In sum, “To meet the requirement of narrow tailoring, the government must demonstrate that alternative measures that burden substantially less speech would fail to achieve the government’s interests, not simply that the chosen route is easier.” A city or state cannot, consistent with the First Amendment, pursue its interests in protecting safety and access to abortion clinics by means that substantially impinge on free speech without first “seriously addressing the problem through alternatives that leave the forum open for its time-honored purposes.”

Thus, while the Court erroneously removed obstacles to cities and states enacting abortion-clinic-specific laws in theory, it made the test for such laws one that few jurisdictions will be able to pass: they must demonstrate that they seriously undertook to achieve the interests in protecting safety and access (not in helping women avoid unwanted communication) by other means, and that those means were inadequate or unsuccessful. But, as we saw in the case of pastor Walter Hoye in Oakland, laws restricting speech at abortion clinics are passed not because pro-lifers are violating existing laws, but because they aren’t violating existing laws. Some of these laws seem to be motivated simply by a desire to do a favor to Planned Parenthood or to give a leg up to a local politician eyeing higher office. The slim chance of success seems unlikely to justify the effort that that would be required to satisfy the standard laid out by the Supreme Court.
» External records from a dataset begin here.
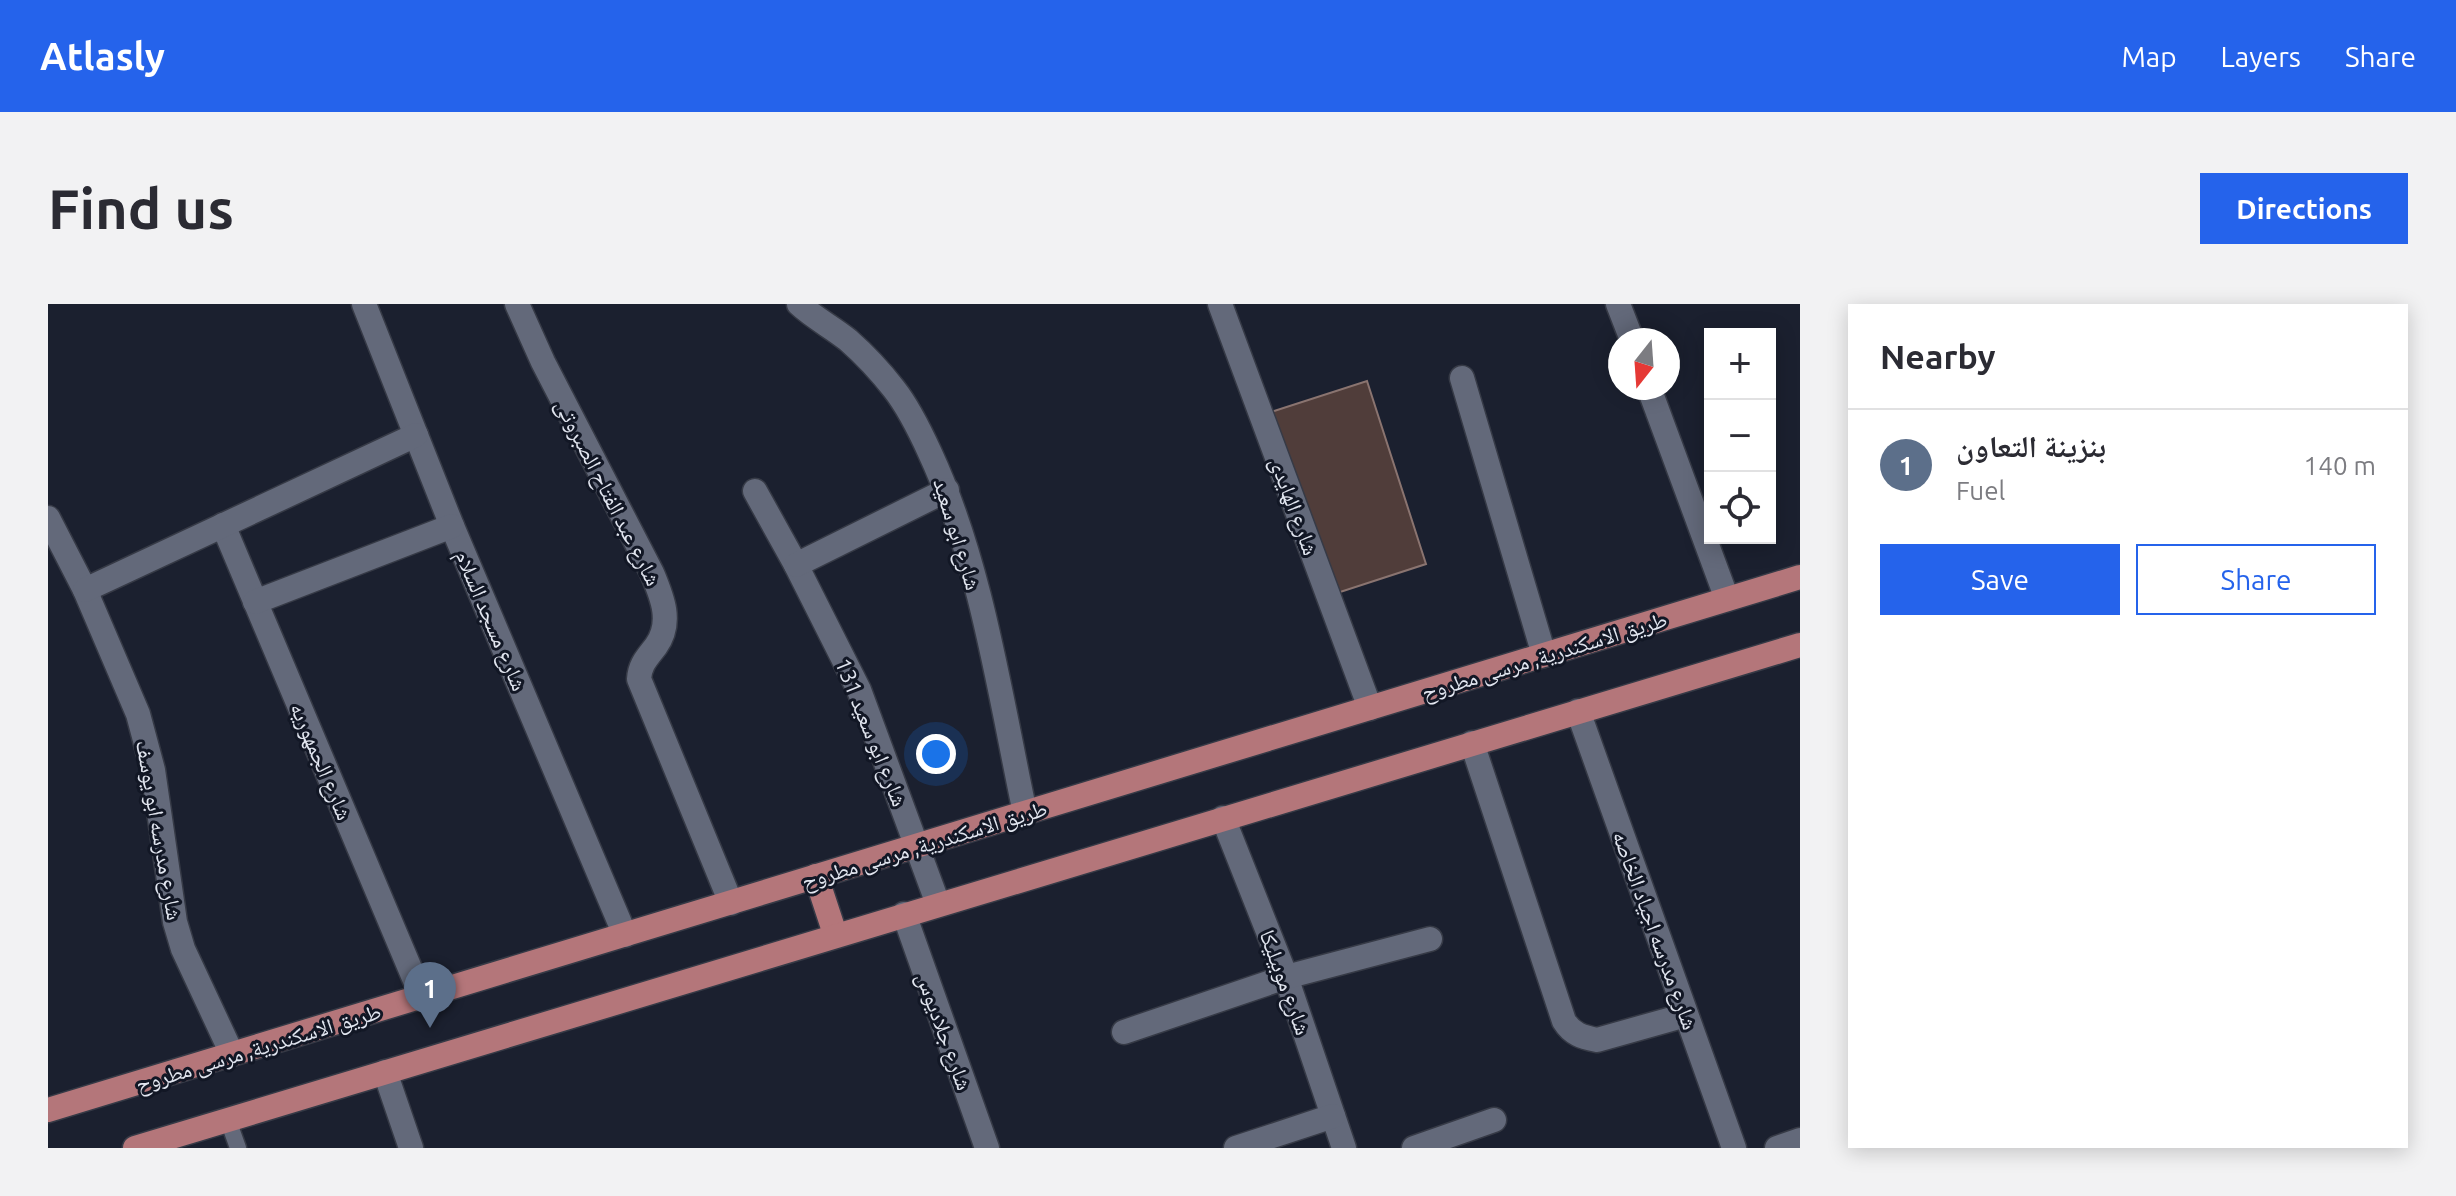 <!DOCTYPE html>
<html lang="en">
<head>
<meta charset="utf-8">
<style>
  :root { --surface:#fff; --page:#f2f2f3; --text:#2b2b33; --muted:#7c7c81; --line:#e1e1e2; --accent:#2563eb }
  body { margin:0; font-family:Ubuntu,"Noto Naskh Arabic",sans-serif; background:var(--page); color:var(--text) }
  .controls { position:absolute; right:24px; top:24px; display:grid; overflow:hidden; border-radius:0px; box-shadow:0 4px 20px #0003 }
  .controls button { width:72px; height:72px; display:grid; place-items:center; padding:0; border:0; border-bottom:2px solid var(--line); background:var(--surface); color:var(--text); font:40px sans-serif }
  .compass { position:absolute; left:1560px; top:24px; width:72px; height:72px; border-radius:50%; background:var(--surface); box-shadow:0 4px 20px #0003; rotate:197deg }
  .you { position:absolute; left:888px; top:450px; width:28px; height:28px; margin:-20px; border:6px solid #fff; border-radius:50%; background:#1a73e8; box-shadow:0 0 0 12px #1a73e833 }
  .badge { display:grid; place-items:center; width:52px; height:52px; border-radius:50%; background:var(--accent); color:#fff; font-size:26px; font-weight:700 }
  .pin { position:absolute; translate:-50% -66px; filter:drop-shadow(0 2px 4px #0008) }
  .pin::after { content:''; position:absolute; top:42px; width:28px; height:24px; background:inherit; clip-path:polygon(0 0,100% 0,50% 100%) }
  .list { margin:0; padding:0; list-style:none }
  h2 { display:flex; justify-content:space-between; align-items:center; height:104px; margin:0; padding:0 32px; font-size:34px }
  h2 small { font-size:26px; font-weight:400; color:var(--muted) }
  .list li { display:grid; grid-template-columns:52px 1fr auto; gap:24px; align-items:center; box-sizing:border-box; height:112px; padding:0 32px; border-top:2px solid var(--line) }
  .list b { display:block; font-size:30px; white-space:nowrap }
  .list p { margin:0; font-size:26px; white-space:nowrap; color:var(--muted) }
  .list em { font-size:26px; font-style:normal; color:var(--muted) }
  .actions { display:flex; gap:16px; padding:24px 32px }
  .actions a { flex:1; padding:18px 0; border:2px solid var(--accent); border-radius:0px; text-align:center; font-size:28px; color:var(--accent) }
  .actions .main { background:var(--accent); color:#fff }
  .icon { flex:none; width:44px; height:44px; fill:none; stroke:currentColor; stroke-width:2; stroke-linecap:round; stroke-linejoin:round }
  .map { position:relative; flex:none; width:1752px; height:844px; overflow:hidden; border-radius:0px }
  header { display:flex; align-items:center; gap:48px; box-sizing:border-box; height:112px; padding:0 40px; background:var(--accent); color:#fff }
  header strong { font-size:38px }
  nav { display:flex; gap:44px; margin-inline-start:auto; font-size:28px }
  .intro { display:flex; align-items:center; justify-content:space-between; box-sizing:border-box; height:192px; padding:0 48px }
  h1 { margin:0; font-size:56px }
  .button { padding:20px 36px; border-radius:0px; background:var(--accent); color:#fff; font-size:28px; font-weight:700 }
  main { display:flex; gap:48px; padding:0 48px }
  aside { flex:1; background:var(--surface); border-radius:0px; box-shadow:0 4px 20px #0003 }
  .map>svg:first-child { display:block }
</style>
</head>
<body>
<header>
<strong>Atlasly</strong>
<nav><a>Map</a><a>Layers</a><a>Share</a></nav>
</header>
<div class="intro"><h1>Find us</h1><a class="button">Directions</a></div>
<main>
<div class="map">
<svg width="1752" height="844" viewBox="0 0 1752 844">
  <rect width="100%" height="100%" fill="#1b202f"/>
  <!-- building -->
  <polygon fill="#503d3a" stroke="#8a7470" stroke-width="2" points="1319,77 1378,260 1283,291 1223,108"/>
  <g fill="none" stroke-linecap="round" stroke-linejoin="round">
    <defs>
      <polyline id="lane" points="180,816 190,844"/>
      <g id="street">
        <polyline points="316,0 404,222 577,631"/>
        <path d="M469 0 495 58 604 269C614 293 625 318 608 342 599 354 592 360 591 375L683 599"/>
        <path d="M751 0C766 14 784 23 800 36 817 51 832 67 846 85 861 104 872 127 882 149 933 259 952 391 977 509"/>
        <polyline points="1172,0 1322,404"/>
        <polyline points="1570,0 1584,36"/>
        <polyline points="1414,74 1496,351"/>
        <polyline points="1601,84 1679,295"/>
        <polyline points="707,187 748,261 811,386 890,600"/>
        <polyline points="0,214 37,286 90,410 105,466 127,618 135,645 184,750"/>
        <polyline points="175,221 374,693"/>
        <polyline points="748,261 899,186"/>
        <polyline points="37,286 368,131"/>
        <polyline points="207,298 404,222"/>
        <polyline points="1530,407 1686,844"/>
        <path d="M1424 439 1516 717C1524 730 1534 733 1549 736L1638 711"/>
        <polyline points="1175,514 1238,673 1296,844"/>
        <polyline points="856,610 939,844"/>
        <polyline points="1076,728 1238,673 1382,635"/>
        <polyline points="337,768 363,844"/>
        <polyline points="1188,844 1285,812"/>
        <polyline points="1366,844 1446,816"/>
        <polyline points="1729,844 1752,836"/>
      </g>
      <g id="primary">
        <polyline points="768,572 787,630"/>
        <polyline points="0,806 1752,273"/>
        <polyline points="87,844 1752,341"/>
      </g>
    </defs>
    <!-- lane casing -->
    <use href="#lane" stroke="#363a46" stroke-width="19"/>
    <!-- street casing -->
    <use href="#street" stroke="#363a46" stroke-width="27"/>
    <!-- primary casing -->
    <use href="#primary" stroke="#363a46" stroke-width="27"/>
    <!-- lane -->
    <use href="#lane" stroke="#63697a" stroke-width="16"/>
    <!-- street -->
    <use href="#street" stroke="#63697a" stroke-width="24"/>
    <!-- primary -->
    <use href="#primary" stroke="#b4767a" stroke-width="24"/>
  </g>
  <g text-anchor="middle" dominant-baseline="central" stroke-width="6" stroke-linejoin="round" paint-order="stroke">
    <!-- street labels -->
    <g font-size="22" fill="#e1e5ef" stroke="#121725">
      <text transform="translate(561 188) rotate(63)">شارع عبد الفتاح الصبروتى</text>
      <text transform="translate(1247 202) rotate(70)">شارع الهايدى</text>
      <text transform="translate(910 230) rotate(73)">شارع ابو سعيد</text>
      <text transform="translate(444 316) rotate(67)">شارع مسجد السلام</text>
      <text transform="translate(1496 351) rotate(-17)">طريق الاسكندرية, مرسى مطروح</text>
      <text transform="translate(824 428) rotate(68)">شارع ابو سعيد 131</text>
      <text transform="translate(274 457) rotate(67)">شارع الجمهوريه</text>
      <text transform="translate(112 526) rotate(80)">شارع مدرسه ابو يوسف</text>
      <text transform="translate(876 540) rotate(-17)">طريق الاسكندرية, مرسى مطروح</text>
      <text transform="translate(1608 626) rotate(70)">شارع مدرسه اجياد الخاصه</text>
      <text transform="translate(1238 678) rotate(70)">شارع موبيليكا</text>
      <text transform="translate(897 727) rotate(70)">شارع جلاديوس</text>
      <text transform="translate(210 743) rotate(-17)">طريق الاسكندرية, مرسى مطروح</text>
    </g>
  </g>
</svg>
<div class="controls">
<button>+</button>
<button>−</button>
<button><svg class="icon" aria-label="locate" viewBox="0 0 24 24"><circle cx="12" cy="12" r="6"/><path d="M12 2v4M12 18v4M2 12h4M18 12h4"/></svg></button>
</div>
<svg class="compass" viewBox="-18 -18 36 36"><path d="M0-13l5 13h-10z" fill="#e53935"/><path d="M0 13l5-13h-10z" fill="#7c7c81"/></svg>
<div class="you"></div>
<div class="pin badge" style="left:382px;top:724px;background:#5c6f8a">1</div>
</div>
<aside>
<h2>Nearby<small></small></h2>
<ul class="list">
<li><span class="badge" style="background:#5c6f8a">1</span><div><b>بنزينة التعاون</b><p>Fuel</p></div><em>140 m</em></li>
</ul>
<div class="actions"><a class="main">Save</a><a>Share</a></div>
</aside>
</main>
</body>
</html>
The unanimity of the McCullen decision may be, as Justice Scalia said, a specious one, and in many ways the decision leaves more, not less, jurisprudential confusion in its wake. But it is now cities and states that attempt to restrict speech that will have to deal with that confusion. For the past fourteen years, whenever a speech-restrictive law was enacted, the pro-lifers have had the burden of convincing a court that the law was different from—and worse than—the law upheld by the Supreme Court in Hill. Now it will be the city that has to persuade a court that its speech restriction is different from—and better than—the law struck down unanimously in McCullen.